Who is in the unique position to prophesy?
It is a light-filled Sunday morning. Air in this mountain hollow is warm on the shoulders, but not hot. Sunlight on the tall trees is noticeably white. It creates playful patches of shadow and shimmer across the landscape. Deep breathing is a joy. It is not too humid and not too dry with an abundant aroma of leaves. The song birds continue with their steady melodies, but they are not as plentiful, now that the creek is running low. Treetops sway and a little breeze reaches the ground. The small streams are altogether dry. Their dusty beds reveal hoof prints traveling both toward the creek and away from it. Being in the trees today provides great satisfaction.

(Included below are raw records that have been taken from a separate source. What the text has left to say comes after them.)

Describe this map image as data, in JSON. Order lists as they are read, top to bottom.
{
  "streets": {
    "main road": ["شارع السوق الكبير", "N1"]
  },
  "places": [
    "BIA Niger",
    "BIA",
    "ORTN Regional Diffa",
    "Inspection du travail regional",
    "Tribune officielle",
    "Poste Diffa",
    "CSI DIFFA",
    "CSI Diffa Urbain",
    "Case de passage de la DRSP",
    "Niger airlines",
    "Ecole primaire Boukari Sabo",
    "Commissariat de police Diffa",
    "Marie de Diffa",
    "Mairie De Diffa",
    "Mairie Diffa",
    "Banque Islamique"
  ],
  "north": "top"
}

The book of Isaiah is turning out to be fascinating. The prophet was a poet and a writer and a follower of God. He grabbed the public’s attention with a little political humor and then prodded their consciences in a very serious way. Historians say that he was actually a royal himself, a cousin to the king.

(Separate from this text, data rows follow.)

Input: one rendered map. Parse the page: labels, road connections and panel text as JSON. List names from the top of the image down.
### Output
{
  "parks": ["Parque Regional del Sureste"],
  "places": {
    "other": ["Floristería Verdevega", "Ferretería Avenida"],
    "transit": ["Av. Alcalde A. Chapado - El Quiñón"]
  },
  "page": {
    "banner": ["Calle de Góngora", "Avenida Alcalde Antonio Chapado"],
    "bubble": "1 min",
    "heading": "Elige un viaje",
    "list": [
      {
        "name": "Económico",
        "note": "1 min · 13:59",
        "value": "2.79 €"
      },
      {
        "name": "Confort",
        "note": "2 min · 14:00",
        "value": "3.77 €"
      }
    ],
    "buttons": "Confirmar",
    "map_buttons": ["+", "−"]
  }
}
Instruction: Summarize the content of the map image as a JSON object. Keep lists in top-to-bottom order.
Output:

Around 1100 AD, his readers divided his written work into chapters with headings. They gave his book sixty-six chapters, the same number as books in the Christian Bible.

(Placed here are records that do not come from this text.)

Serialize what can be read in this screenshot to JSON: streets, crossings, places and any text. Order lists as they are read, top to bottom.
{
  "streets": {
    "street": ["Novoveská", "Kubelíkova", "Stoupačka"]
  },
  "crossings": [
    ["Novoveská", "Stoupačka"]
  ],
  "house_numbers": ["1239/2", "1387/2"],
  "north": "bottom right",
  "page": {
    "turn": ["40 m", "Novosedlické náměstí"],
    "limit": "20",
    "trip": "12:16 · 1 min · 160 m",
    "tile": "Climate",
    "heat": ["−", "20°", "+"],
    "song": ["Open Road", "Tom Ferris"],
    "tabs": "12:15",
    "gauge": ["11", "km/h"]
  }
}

In the modern era, someone decided that the first thirty-nine chapters of Isaiah were written by the “original” Isaiah and the next twenty-seven chapters were written by a disciple of Isaiah. I was taught this many years ago as well.
Apparently nobody told Jesus or at least the writer of the gospel of John that there were two Isaiahs. John (chapter 12) specifically attributes both Isaiah 6 and Isaiah 53 to the same author.
That’s good enough for me to believe there was one Isaiah as well. The Holy Spirit knew that question would pop up 2000 years down the road! He hid the answer to the Isaiah debate in the gospel of John. Fascinating.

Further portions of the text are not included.